_YOUR TASK_
Collect every line below that contains the word "check".

_DATA PROVIDED_
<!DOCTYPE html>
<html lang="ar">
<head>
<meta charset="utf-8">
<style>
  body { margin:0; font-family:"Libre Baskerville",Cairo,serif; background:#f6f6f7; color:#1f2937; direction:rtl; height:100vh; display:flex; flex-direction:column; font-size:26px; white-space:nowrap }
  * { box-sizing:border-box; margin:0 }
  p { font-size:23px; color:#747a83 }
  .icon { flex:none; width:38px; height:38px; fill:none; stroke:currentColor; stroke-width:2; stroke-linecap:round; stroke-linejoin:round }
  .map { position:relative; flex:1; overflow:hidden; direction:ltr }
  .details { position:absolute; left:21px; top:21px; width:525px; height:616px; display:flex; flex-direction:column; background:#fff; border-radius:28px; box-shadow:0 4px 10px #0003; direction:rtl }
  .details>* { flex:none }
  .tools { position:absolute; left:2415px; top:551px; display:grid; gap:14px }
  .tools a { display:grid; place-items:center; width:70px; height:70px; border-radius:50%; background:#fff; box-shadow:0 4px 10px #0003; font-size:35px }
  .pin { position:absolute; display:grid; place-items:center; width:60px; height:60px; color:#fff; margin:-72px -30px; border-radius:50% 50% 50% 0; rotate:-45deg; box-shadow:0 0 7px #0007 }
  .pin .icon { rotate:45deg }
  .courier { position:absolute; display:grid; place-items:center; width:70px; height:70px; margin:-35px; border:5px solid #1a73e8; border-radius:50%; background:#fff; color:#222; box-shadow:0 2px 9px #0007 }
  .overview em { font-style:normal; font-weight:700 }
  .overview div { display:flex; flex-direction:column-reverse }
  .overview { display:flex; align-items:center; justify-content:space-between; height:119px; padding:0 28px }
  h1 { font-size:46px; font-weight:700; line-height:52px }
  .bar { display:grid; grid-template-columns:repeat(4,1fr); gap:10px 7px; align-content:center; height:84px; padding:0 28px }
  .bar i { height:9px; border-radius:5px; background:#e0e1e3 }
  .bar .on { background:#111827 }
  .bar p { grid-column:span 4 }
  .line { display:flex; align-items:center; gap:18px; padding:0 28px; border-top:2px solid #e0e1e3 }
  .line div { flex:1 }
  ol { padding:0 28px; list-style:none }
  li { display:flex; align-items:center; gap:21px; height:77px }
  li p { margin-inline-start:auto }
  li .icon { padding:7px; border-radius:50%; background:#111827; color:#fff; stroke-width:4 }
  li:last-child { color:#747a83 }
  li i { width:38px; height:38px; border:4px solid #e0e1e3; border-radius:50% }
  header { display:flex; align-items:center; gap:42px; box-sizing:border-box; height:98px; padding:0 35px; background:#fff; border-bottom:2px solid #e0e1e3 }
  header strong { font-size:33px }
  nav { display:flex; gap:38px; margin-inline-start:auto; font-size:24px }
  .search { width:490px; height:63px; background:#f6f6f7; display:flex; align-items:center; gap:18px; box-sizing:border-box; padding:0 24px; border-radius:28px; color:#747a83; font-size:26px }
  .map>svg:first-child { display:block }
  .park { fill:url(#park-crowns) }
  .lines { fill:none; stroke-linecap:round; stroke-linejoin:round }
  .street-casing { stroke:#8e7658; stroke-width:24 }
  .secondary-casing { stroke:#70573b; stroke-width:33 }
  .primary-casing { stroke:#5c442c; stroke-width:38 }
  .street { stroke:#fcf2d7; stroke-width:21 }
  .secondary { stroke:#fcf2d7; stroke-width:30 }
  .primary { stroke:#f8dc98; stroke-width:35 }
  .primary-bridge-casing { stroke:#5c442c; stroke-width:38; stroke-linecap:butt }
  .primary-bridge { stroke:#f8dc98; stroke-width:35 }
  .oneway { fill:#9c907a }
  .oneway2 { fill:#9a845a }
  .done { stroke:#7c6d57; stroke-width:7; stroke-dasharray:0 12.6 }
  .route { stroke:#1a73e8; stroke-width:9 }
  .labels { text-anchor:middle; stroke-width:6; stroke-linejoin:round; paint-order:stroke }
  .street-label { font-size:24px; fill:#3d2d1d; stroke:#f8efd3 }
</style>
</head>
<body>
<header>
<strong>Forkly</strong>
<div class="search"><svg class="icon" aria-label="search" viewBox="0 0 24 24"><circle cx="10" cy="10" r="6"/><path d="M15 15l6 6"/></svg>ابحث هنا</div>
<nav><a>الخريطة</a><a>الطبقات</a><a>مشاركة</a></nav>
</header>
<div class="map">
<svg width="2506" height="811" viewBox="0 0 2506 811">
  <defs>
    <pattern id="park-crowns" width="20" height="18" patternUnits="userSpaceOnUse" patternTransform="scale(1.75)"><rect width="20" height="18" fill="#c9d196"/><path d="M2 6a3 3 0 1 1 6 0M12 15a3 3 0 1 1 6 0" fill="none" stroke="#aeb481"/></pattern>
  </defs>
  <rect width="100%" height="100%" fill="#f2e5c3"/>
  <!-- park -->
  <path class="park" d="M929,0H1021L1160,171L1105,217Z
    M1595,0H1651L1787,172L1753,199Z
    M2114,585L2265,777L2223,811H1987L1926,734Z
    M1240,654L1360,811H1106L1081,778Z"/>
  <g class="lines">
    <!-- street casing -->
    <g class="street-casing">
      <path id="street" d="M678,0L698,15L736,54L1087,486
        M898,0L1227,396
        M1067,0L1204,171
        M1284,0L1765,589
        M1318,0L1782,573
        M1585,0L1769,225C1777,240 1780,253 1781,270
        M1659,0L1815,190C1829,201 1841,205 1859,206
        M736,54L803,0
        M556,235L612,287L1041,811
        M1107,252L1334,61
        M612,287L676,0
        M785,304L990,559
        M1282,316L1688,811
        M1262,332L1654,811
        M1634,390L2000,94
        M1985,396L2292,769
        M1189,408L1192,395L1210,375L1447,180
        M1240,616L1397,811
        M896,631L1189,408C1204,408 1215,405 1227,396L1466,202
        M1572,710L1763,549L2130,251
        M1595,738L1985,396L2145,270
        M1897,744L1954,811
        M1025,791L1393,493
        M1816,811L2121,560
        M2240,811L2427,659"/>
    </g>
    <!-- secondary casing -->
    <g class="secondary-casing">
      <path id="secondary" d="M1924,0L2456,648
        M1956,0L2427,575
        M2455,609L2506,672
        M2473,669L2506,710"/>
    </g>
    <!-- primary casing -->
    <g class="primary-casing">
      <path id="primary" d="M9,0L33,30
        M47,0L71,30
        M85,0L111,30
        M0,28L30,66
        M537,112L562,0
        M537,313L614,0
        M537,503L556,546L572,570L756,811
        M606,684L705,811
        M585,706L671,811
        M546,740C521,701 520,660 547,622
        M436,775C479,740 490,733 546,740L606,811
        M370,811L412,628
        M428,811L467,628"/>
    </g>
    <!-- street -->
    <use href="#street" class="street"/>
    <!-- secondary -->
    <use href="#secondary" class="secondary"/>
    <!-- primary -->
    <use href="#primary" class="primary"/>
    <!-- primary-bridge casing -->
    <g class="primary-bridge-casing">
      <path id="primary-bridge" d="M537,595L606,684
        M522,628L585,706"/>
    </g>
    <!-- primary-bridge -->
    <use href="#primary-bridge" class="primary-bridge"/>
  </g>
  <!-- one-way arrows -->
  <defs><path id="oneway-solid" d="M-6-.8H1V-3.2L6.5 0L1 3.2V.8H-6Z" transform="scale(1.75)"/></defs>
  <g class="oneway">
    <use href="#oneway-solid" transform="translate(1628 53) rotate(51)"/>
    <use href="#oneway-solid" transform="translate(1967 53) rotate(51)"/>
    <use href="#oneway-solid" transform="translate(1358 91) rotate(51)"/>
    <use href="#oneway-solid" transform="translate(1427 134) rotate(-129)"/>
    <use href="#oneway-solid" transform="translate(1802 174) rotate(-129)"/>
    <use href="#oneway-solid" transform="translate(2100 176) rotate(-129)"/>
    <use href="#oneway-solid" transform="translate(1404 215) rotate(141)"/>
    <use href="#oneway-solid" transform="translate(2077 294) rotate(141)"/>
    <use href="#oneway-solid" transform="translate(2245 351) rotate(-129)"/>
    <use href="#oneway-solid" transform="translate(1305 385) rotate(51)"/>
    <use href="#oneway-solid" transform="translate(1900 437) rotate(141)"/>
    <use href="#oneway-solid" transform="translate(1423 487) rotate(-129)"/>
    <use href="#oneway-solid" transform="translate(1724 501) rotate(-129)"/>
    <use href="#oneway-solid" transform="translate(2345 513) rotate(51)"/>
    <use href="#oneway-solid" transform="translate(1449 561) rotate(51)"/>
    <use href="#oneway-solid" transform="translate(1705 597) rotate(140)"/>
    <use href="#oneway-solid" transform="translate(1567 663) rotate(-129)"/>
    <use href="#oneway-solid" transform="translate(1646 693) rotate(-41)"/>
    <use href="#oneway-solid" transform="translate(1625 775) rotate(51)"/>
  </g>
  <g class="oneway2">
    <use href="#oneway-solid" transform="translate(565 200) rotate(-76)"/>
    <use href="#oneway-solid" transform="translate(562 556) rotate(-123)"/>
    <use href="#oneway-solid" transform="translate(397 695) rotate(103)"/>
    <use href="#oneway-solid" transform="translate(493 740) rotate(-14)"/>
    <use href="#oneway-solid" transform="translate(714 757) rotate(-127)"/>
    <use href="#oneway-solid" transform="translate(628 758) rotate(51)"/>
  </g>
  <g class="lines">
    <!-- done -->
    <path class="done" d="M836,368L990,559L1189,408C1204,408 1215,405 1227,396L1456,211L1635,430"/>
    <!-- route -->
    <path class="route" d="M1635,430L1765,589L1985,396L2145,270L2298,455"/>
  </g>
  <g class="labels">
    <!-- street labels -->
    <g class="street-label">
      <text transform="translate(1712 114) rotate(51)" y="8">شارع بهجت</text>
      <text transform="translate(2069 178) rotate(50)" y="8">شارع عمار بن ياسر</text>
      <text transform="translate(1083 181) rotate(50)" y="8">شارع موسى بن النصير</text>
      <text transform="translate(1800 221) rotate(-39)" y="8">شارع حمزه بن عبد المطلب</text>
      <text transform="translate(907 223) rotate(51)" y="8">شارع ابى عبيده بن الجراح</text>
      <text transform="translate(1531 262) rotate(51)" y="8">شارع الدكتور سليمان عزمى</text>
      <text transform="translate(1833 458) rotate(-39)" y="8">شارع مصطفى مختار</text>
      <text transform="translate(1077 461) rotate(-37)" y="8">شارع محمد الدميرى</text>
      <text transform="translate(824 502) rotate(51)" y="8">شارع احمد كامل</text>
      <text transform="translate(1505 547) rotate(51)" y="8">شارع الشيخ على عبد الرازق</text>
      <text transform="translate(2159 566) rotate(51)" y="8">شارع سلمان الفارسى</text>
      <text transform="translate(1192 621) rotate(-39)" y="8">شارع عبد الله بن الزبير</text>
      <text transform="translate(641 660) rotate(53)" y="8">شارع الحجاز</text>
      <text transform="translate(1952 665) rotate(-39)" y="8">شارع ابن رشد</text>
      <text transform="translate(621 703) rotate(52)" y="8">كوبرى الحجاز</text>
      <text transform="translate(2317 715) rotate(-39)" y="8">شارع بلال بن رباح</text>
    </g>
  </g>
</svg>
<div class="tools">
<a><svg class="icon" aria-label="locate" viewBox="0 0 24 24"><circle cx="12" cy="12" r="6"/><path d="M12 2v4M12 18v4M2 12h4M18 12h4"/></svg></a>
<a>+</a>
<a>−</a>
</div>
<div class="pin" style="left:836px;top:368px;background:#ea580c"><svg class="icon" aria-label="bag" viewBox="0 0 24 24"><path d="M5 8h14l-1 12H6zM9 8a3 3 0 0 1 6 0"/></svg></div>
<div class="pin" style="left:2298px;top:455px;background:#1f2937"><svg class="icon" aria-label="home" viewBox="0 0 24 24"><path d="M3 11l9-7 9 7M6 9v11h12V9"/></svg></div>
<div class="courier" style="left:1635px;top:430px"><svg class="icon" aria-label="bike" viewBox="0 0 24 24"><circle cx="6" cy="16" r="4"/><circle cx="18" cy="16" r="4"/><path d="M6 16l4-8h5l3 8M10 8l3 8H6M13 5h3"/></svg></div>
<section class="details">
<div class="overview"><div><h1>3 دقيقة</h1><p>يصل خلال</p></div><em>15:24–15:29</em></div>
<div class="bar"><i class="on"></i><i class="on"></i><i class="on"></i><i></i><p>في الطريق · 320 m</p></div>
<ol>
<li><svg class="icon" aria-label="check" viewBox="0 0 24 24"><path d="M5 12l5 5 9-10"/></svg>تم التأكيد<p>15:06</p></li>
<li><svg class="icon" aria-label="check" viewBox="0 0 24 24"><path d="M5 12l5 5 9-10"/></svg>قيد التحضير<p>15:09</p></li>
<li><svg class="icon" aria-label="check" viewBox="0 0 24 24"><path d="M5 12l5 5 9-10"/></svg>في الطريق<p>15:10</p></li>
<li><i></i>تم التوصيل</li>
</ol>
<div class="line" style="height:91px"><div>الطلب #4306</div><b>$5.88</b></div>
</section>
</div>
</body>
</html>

_SOLUTION FOR THIS EXERCISE_
<li><svg class="icon" aria-label="check" viewBox="0 0 24 24"><path d="M5 12l5 5 9-10"/></svg>تم التأكيد<p>15:06</p></li>
<li><svg class="icon" aria-label="check" viewBox="0 0 24 24"><path d="M5 12l5 5 9-10"/></svg>قيد التحضير<p>15:09</p></li>
<li><svg class="icon" aria-label="check" viewBox="0 0 24 24"><path d="M5 12l5 5 9-10"/></svg>في الطريق<p>15:10</p></li>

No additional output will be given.